## MATERIAL FOR THIS EXERCISE
- - -
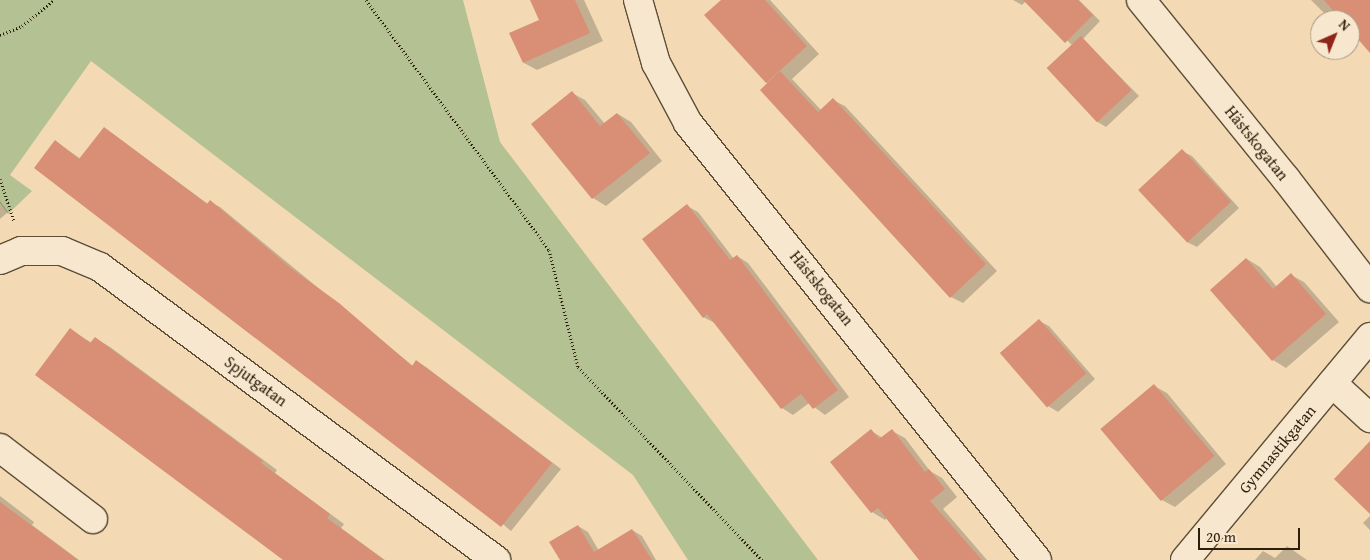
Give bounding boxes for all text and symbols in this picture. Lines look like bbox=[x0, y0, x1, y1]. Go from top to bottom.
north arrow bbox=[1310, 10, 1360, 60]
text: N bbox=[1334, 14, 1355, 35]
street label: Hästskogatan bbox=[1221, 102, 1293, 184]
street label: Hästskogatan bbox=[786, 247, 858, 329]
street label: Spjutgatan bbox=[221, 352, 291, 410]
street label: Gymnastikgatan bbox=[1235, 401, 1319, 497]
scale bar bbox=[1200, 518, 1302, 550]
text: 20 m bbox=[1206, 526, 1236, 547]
- - -
## PROBLEM REQUIREMENTS
Return each record above as it stands. Pictures stay out.

## SOLUTION TO THE EXERCISE
Give bounding boxes for all text and symbols in this picture. Lines look like bbox=[x0, y0, x1, y1]. Go from top to bottom.
north arrow bbox=[1310, 10, 1360, 60]
text: N bbox=[1334, 14, 1355, 35]
street label: Hästskogatan bbox=[1221, 102, 1293, 184]
street label: Hästskogatan bbox=[786, 247, 858, 329]
street label: Spjutgatan bbox=[221, 352, 291, 410]
street label: Gymnastikgatan bbox=[1235, 401, 1319, 497]
scale bar bbox=[1200, 518, 1302, 550]
text: 20 m bbox=[1206, 526, 1236, 547]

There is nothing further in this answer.